### WORK TO BE COMPLETED
Within the data below, copy each line where the string "function" is found.

### DATA PROVIDED
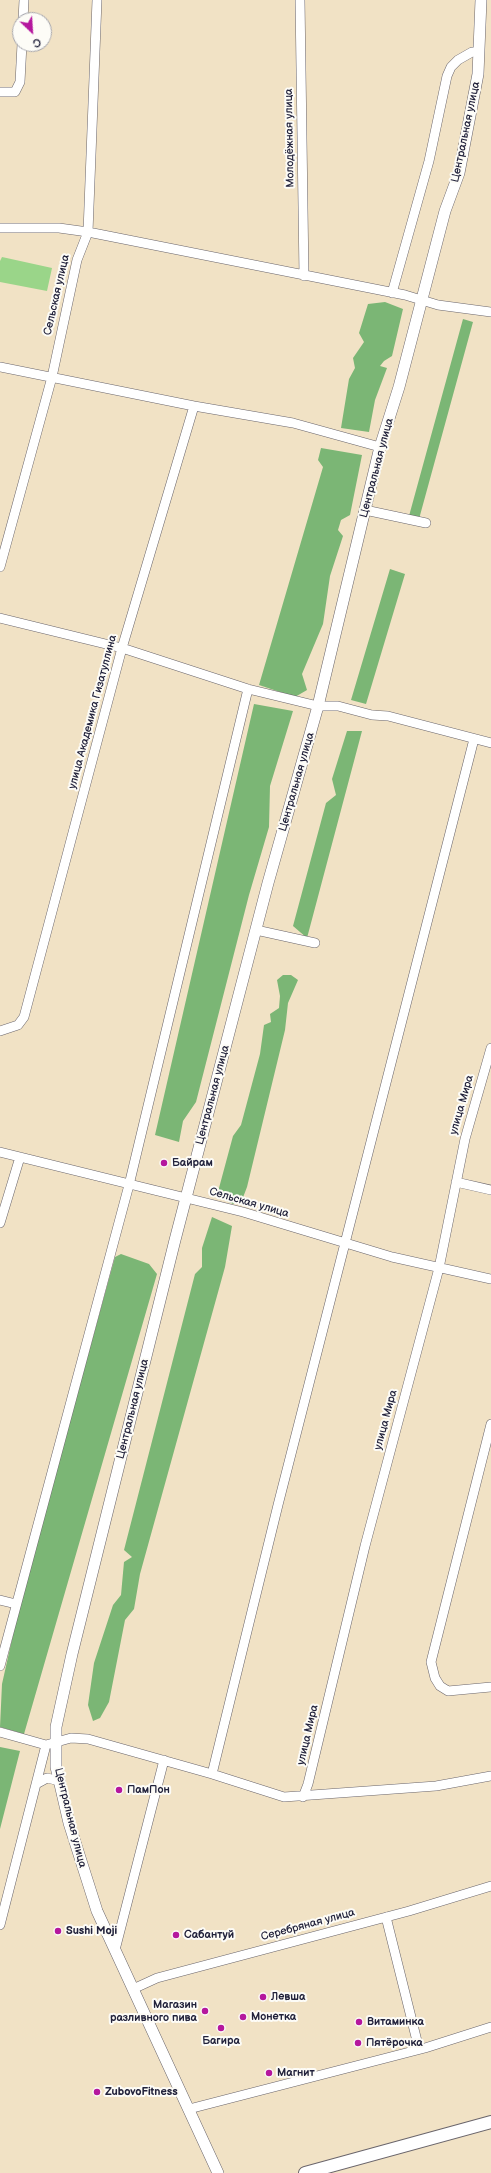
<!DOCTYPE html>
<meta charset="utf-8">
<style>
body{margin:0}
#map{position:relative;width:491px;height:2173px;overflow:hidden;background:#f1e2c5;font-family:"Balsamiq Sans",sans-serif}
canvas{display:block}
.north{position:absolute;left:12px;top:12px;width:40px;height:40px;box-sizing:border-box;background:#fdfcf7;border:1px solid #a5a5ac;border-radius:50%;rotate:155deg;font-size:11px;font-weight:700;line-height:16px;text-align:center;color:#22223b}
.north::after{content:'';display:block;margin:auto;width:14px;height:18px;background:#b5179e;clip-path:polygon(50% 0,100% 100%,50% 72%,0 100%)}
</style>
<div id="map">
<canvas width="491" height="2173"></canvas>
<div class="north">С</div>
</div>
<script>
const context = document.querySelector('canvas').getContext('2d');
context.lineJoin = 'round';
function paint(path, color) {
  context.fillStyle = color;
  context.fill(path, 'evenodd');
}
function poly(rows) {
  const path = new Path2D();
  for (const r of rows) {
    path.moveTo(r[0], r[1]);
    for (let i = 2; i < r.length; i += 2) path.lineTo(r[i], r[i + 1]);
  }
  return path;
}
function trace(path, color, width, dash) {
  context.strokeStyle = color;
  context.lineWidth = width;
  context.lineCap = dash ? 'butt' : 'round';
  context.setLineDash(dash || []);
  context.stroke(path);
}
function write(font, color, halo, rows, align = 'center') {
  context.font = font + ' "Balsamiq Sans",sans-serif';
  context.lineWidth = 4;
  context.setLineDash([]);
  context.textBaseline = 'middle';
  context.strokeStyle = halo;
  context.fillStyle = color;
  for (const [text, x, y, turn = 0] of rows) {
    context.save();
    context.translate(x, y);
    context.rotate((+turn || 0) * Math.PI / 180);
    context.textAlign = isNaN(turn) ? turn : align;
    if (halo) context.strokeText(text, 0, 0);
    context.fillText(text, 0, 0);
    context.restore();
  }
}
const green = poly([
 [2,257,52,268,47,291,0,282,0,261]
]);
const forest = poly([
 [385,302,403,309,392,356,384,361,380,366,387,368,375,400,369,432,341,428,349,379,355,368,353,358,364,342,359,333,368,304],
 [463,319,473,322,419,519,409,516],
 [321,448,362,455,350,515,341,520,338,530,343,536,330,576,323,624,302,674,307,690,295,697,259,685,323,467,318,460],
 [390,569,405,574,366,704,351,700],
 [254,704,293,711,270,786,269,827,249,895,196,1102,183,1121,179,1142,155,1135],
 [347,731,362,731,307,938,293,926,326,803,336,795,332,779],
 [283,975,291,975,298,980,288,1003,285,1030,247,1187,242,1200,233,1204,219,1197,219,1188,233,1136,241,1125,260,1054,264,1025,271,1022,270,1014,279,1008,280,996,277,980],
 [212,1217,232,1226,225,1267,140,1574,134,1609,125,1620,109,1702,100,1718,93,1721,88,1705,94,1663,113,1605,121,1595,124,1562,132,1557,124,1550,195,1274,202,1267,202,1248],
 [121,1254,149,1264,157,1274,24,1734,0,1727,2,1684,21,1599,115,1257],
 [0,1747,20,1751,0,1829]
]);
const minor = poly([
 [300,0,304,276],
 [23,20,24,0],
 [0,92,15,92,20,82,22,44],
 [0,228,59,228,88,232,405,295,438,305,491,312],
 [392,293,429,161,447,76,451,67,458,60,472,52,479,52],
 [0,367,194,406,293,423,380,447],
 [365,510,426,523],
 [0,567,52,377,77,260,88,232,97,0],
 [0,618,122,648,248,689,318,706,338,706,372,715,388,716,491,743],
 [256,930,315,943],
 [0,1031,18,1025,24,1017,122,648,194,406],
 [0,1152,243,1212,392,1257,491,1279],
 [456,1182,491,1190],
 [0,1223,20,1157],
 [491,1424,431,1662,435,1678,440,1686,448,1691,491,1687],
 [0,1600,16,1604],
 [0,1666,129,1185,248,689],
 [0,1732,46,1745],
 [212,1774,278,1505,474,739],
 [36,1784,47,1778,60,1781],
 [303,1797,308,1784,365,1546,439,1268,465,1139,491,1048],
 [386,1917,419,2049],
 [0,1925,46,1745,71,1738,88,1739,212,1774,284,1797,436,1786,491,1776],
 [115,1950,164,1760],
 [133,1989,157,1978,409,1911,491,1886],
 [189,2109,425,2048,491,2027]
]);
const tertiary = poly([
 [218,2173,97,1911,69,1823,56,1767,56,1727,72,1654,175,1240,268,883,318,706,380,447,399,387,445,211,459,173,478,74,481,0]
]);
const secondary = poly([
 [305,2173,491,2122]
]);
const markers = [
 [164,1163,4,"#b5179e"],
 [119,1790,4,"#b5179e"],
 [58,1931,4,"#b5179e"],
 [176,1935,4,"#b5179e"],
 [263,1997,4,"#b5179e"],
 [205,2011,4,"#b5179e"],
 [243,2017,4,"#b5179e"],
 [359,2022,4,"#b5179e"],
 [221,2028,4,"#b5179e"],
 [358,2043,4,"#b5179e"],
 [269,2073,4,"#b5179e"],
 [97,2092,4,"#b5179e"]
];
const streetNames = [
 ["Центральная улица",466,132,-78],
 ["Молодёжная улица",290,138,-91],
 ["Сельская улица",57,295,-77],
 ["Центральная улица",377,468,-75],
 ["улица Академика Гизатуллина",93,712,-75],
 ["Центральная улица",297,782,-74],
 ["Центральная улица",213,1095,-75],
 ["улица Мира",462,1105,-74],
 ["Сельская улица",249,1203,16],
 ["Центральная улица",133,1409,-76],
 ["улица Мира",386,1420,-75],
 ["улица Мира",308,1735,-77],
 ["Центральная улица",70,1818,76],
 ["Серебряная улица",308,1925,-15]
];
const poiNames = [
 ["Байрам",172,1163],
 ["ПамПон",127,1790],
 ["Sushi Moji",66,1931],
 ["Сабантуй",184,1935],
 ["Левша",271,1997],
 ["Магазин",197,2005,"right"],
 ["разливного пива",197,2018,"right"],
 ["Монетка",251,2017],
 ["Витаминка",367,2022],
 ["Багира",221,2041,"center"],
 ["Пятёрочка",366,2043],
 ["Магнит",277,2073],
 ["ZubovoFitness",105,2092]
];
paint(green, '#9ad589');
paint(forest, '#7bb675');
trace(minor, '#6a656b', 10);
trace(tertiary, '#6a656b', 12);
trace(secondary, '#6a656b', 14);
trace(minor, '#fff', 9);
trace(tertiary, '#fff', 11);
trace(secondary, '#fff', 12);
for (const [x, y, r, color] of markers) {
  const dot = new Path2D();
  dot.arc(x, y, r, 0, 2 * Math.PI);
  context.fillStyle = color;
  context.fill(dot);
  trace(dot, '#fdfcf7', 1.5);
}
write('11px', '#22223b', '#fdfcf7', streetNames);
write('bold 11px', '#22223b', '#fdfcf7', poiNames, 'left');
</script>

### RESPONSE FOR THIS EXERCISE
function paint(path, color) {
function poly(rows) {
function trace(path, color, width, dash) {
function write(font, color, halo, rows, align = 'center') {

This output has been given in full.